- Exercise objective
Please repeat the records exactly, keeping the pictures out.

##### Records for the task #####

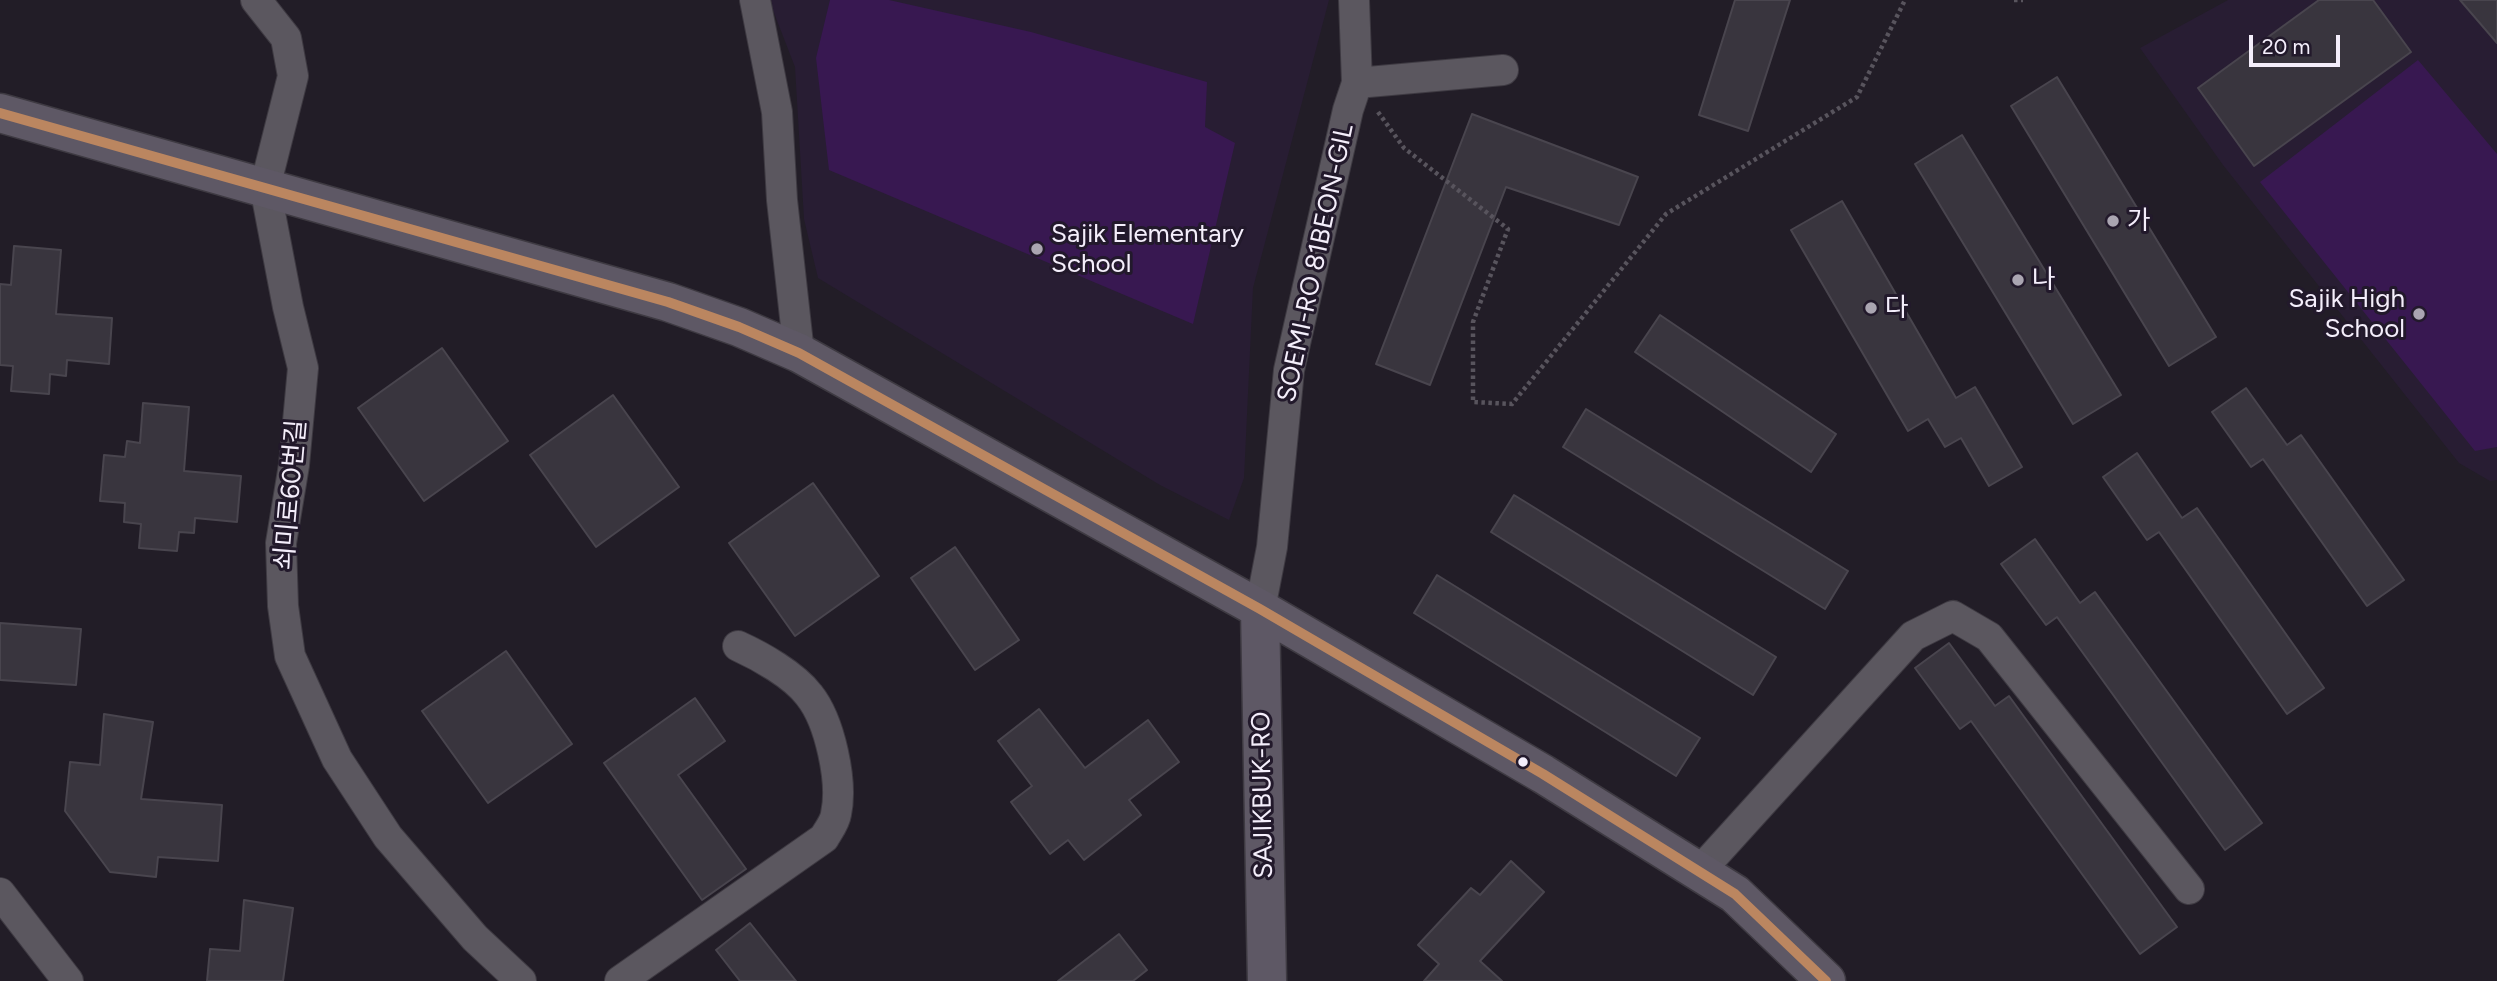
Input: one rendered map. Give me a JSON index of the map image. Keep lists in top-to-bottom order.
{
  "streets": {
    "main road": ["SAJIKBUK-RO"],
    "street": ["SOEMI-RO 81BEON-GIL", "쇠미로60번길"]
  },
  "crossings": [
    ["SOEMI-RO 81BEON-GIL", "SAJIKBUK-RO"]
  ],
  "places": [
    "가",
    "Sajik Elementary School",
    "나",
    "다",
    "Sajik High School"
  ],
  "scale_bar": "20 m"
}
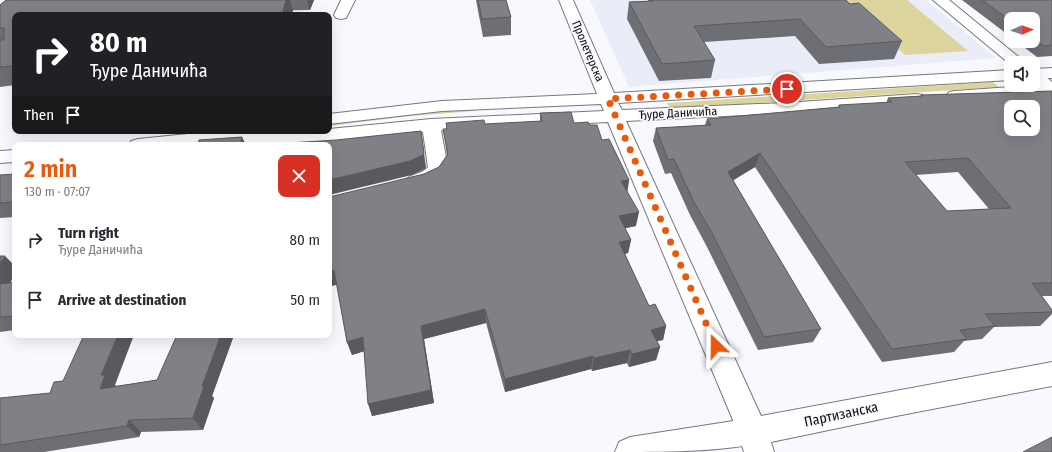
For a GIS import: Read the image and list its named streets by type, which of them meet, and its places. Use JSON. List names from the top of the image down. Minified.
{"streets":{"street":["Пролетерска","Ђуре Даничића","Партизанска"]},"crossings":[["Пролетерска","Ђуре Даничића"],["Пролетерска","Партизанска"]],"north":"right","page":{"turn":["80 m","Ђуре Даничића"],"then":"Then","heading":["2 min","130 m · 07:07"],"list":[{"name":"Turn right","note":"Ђуре Даничића","value":"80 m"},{"name":"Arrive at destination","value":"50 m"}]}}
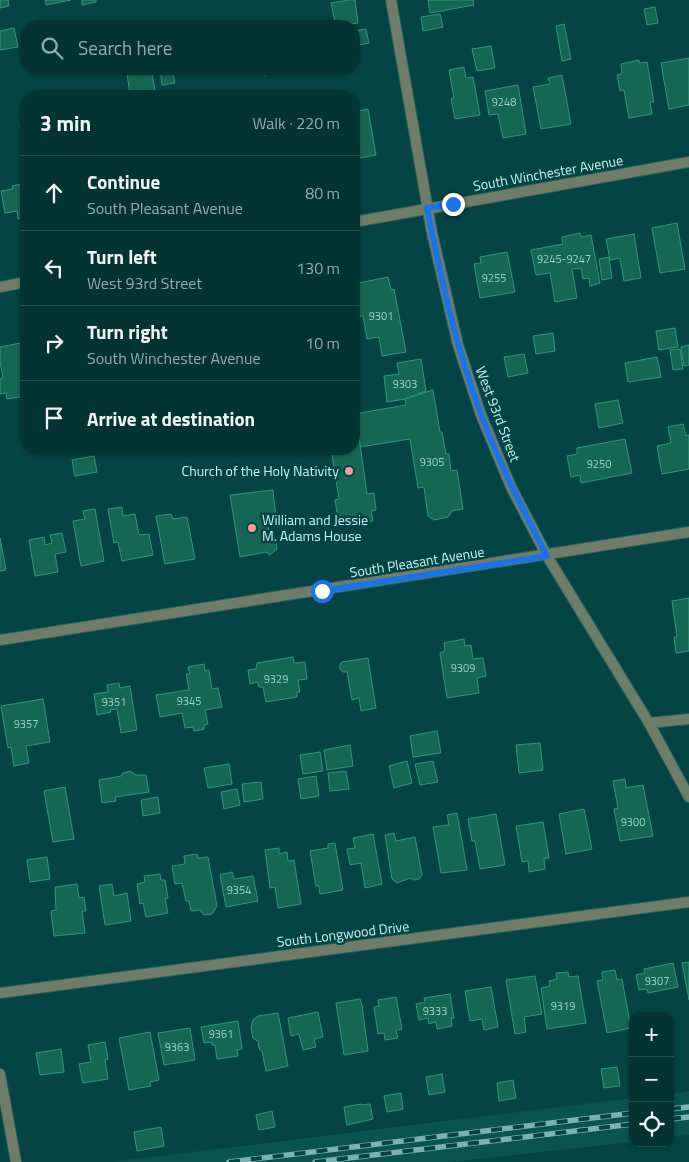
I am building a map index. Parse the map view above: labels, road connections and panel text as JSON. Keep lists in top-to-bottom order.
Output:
{
  "streets": {
    "street": [
      "South Winchester Avenue",
      "West 93rd Street",
      "South Pleasant Avenue",
      "South Longwood Drive"
    ]
  },
  "crossings": [
    ["South Winchester Avenue", "West 93rd Street"],
    ["West 93rd Street", "South Pleasant Avenue"]
  ],
  "places": ["Church of the Holy Nativity", "William and Jessie M. Adams House"],
  "house_numbers": [
    "9248",
    "9245-9247",
    "9255",
    "9301",
    "9303",
    "9305",
    "9250",
    "9309",
    "9329",
    "9345",
    "9351",
    "9357",
    "9300",
    "9354",
    "9307",
    "9319",
    "9333",
    "9361",
    "9363"
  ],
  "page": {
    "search": "Search here",
    "heading": ["3 min", "Walk · 220 m"],
    "list": [
      ["Continue", "South Pleasant Avenue", "80 m"],
      ["Turn left", "West 93rd Street", "130 m"],
      ["Turn right", "South Winchester Avenue", "10 m"],
      "Arrive at destination"
    ],
    "map_buttons": ["+", "−"]
  }
}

#####

- Task answer
Input: one rendered map. Give me a JSON index of the map image. Keep lists in top-to-bottom order.
{
  "streets": {
    "main road": ["SAJIKBUK-RO"],
    "street": ["SOEMI-RO 81BEON-GIL", "쇠미로60번길"]
  },
  "crossings": [
    ["SOEMI-RO 81BEON-GIL", "SAJIKBUK-RO"]
  ],
  "places": [
    "가",
    "Sajik Elementary School",
    "나",
    "다",
    "Sajik High School"
  ],
  "scale_bar": "20 m"
}
For a GIS import: Read the image and list its named streets by type, which of them meet, and its places. Use JSON. List names from the top of the image down. Minified.
{"streets":{"street":["Пролетерска","Ђуре Даничића","Партизанска"]},"crossings":[["Пролетерска","Ђуре Даничића"],["Пролетерска","Партизанска"]],"north":"right","page":{"turn":["80 m","Ђуре Даничића"],"then":"Then","heading":["2 min","130 m · 07:07"],"list":[{"name":"Turn right","note":"Ђуре Даничића","value":"80 m"},{"name":"Arrive at destination","value":"50 m"}]}}
I am building a map index. Parse the map view above: labels, road connections and panel text as JSON. Keep lists in top-to-bottom order.
Output:
{
  "streets": {
    "street": [
      "South Winchester Avenue",
      "West 93rd Street",
      "South Pleasant Avenue",
      "South Longwood Drive"
    ]
  },
  "crossings": [
    ["South Winchester Avenue", "West 93rd Street"],
    ["West 93rd Street", "South Pleasant Avenue"]
  ],
  "places": ["Church of the Holy Nativity", "William and Jessie M. Adams House"],
  "house_numbers": [
    "9248",
    "9245-9247",
    "9255",
    "9301",
    "9303",
    "9305",
    "9250",
    "9309",
    "9329",
    "9345",
    "9351",
    "9357",
    "9300",
    "9354",
    "9307",
    "9319",
    "9333",
    "9361",
    "9363"
  ],
  "page": {
    "search": "Search here",
    "heading": ["3 min", "Walk · 220 m"],
    "list": [
      ["Continue", "South Pleasant Avenue", "80 m"],
      ["Turn left", "West 93rd Street", "130 m"],
      ["Turn right", "South Winchester Avenue", "10 m"],
      "Arrive at destination"
    ],
    "map_buttons": ["+", "−"]
  }
}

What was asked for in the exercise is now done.